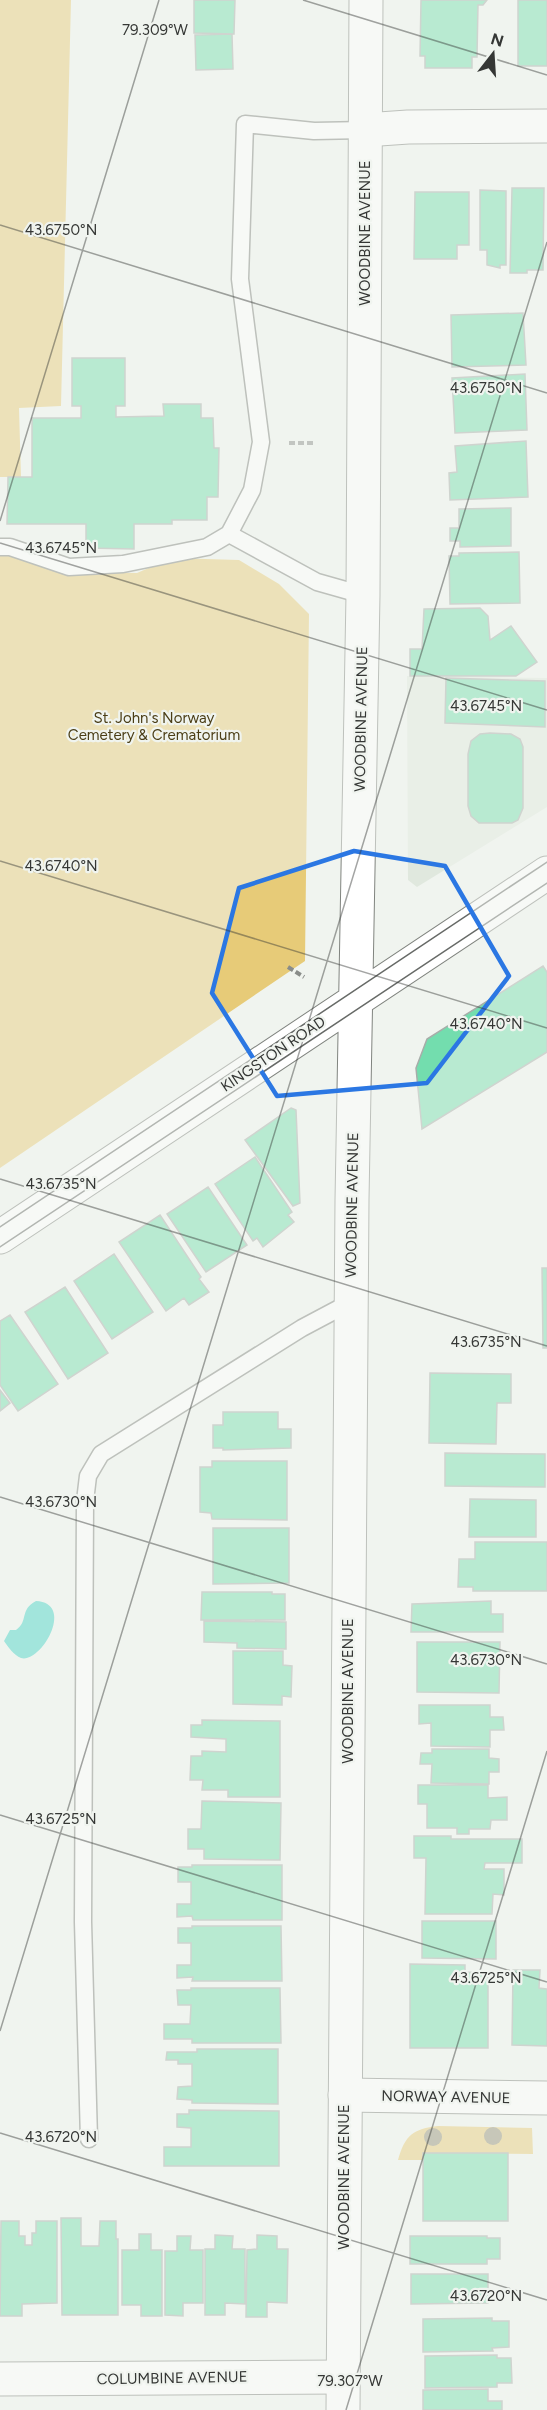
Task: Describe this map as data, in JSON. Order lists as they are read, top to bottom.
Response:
{
  "streets": {
    "main road": [
      "WOODBINE AVENUE",
      "KINGSTON ROAD",
      "NORWAY AVENUE",
      "COLUMBINE AVENUE"
    ]
  },
  "crossings": [
    ["WOODBINE AVENUE", "KINGSTON ROAD"],
    ["WOODBINE AVENUE", "NORWAY AVENUE"],
    ["WOODBINE AVENUE", "COLUMBINE AVENUE"]
  ],
  "parks": ["St. John's Norway Cemetery & Crematorium"],
  "north": "top",
  "coordinates": [
    "79.309°W",
    "43.6750°N",
    "43.6745°N",
    "43.6740°N",
    "43.6735°N",
    "43.6730°N",
    "43.6725°N",
    "43.6720°N",
    "79.307°W"
  ]
}
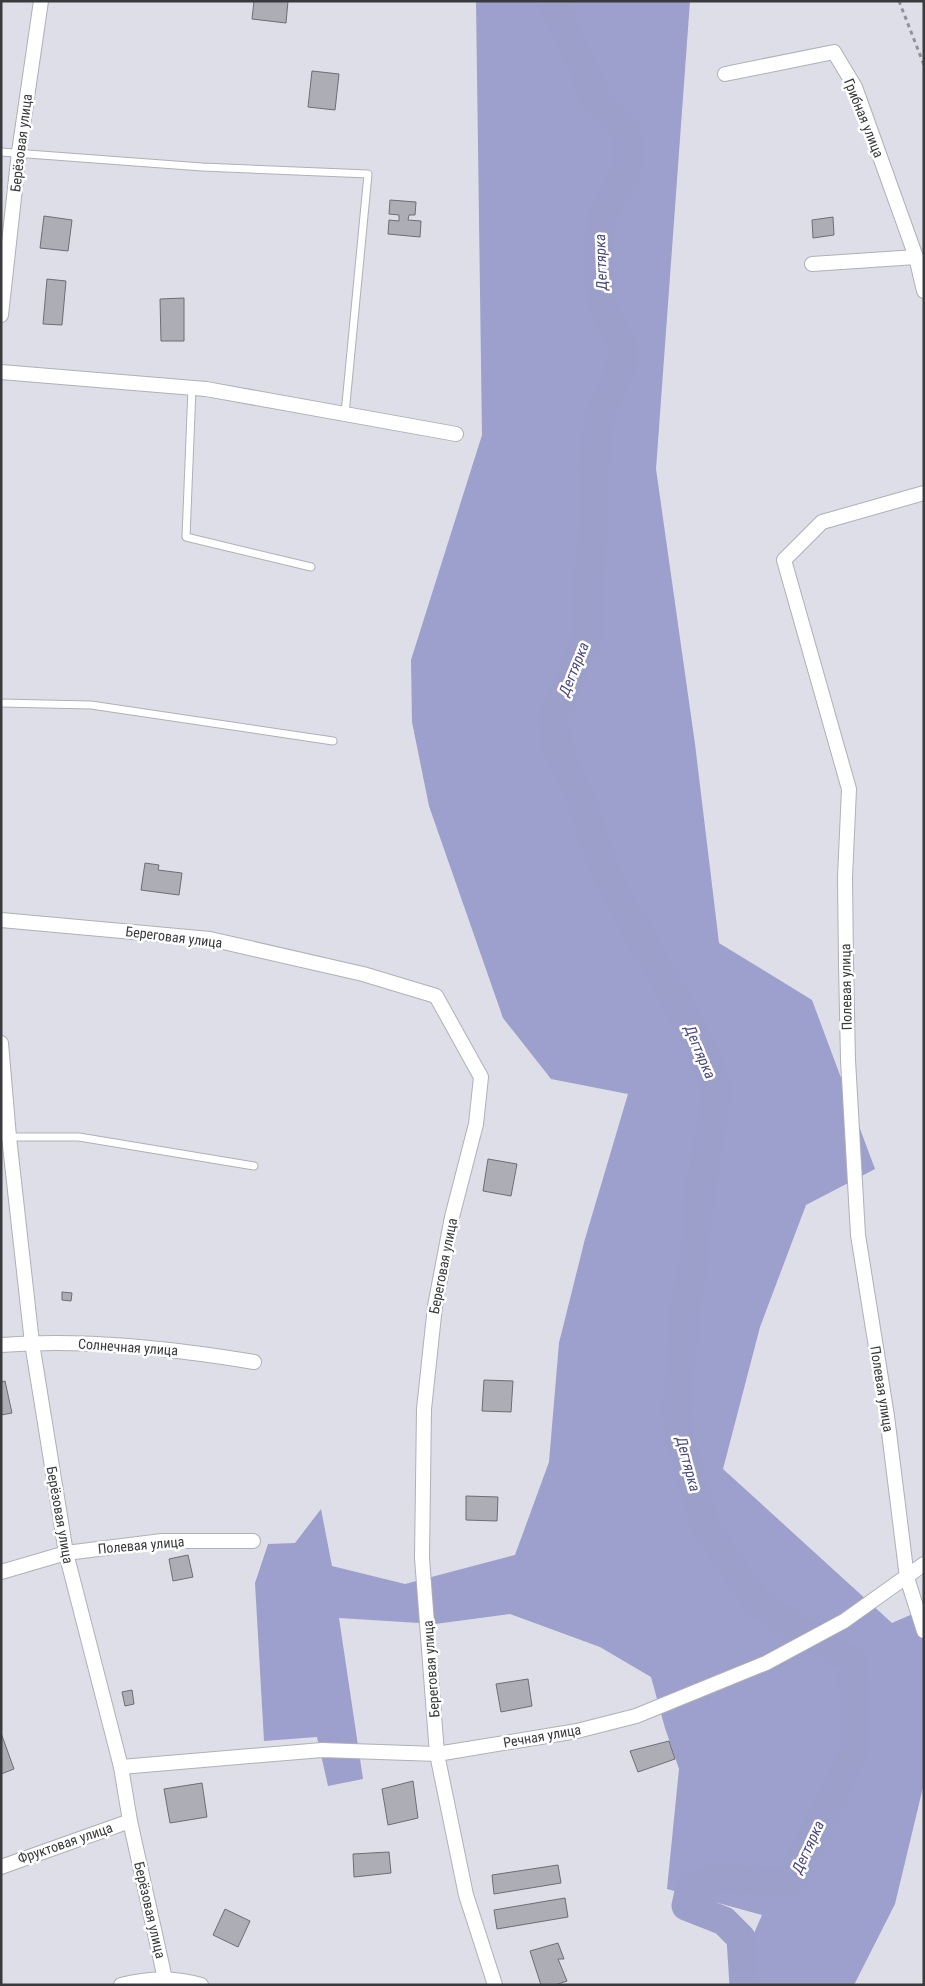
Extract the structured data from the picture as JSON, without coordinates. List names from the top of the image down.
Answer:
{
  "streets": {
    "street": [
      "Грибная улица",
      "Берёзовая улица",
      "Береговая улица",
      "Полевая улица",
      "Солнечная улица",
      "Речная улица",
      "Фруктовая улица"
    ]
  },
  "crossings": [
    ["Берёзовая улица", "Полевая улица"],
    ["Берёзовая улица", "Солнечная улица"],
    ["Берёзовая улица", "Речная улица"],
    ["Берёзовая улица", "Фруктовая улица"],
    ["Береговая улица", "Речная улица"],
    ["Полевая улица", "Речная улица"]
  ],
  "water": ["Дегтярка"]
}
* * * * * * *
### What is expected
What is the number of lines in these entries that hold "JSON"? Reply with the figure alone.

### Answer box
2